* [Aim of the task]:
Report every line below that holds the word "lists".

=== Dataset entries ===

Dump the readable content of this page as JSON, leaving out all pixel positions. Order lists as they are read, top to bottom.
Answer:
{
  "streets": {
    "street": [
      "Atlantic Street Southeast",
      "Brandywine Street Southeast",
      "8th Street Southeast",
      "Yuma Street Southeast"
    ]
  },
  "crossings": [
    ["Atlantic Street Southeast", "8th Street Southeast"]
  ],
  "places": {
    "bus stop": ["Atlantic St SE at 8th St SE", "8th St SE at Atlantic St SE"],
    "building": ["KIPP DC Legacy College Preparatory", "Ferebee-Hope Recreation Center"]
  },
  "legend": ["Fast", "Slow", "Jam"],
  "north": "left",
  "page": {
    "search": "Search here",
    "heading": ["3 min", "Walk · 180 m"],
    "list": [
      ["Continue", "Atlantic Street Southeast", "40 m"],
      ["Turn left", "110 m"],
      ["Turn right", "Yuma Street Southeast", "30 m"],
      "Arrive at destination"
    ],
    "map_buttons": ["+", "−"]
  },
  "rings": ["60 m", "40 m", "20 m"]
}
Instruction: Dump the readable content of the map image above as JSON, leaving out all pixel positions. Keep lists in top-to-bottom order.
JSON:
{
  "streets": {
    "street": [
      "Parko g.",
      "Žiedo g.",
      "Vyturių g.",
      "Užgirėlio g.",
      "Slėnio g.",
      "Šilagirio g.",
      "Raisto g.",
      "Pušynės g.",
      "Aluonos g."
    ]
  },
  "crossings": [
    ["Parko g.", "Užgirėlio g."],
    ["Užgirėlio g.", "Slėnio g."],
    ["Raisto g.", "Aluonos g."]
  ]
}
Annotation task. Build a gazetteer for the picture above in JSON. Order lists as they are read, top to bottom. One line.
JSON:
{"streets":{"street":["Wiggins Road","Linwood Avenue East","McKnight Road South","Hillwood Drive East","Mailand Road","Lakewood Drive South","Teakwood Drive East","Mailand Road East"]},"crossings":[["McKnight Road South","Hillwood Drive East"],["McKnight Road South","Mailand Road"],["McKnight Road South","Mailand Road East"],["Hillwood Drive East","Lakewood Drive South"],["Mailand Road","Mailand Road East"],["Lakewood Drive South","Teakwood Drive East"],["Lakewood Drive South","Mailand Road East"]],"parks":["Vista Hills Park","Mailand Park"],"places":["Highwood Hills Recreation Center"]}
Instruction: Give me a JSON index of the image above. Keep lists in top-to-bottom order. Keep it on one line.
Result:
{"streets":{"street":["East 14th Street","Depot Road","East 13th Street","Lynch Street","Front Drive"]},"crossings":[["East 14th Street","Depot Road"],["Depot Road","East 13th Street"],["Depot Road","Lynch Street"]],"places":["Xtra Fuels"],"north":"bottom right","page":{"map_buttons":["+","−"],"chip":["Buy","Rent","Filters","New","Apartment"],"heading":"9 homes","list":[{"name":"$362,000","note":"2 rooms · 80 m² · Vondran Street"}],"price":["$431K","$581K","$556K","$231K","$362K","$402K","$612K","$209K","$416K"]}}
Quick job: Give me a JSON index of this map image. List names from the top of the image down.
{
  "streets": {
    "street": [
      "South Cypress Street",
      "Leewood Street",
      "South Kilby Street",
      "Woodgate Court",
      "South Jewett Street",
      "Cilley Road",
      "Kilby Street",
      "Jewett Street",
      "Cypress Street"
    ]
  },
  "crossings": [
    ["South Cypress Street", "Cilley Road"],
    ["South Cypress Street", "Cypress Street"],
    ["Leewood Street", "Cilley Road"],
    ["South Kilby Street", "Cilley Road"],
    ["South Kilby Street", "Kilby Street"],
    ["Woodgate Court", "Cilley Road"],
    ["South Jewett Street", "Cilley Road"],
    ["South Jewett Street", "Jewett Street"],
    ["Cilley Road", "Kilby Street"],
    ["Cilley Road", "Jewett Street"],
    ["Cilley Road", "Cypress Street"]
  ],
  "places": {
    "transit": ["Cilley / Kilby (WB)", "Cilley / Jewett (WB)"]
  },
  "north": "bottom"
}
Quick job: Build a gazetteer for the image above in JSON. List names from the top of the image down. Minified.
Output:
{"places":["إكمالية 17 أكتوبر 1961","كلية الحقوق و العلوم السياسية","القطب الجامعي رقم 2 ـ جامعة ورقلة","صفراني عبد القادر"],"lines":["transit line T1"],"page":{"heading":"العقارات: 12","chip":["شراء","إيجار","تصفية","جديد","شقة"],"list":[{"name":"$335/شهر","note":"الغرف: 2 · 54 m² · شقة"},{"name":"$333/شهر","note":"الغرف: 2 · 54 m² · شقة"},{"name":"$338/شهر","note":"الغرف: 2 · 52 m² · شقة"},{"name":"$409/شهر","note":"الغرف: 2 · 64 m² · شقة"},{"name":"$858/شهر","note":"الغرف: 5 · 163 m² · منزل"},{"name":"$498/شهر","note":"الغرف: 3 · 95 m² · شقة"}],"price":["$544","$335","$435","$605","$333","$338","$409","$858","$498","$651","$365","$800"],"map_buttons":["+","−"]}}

===

* [Result below]:
Dump the readable content of this page as JSON, leaving out all pixel positions. Order lists as they are read, top to bottom.
Instruction: Dump the readable content of the map image above as JSON, leaving out all pixel positions. Keep lists in top-to-bottom order.
Annotation task. Build a gazetteer for the picture above in JSON. Order lists as they are read, top to bottom. One line.
Instruction: Give me a JSON index of the image above. Keep lists in top-to-bottom order. Keep it on one line.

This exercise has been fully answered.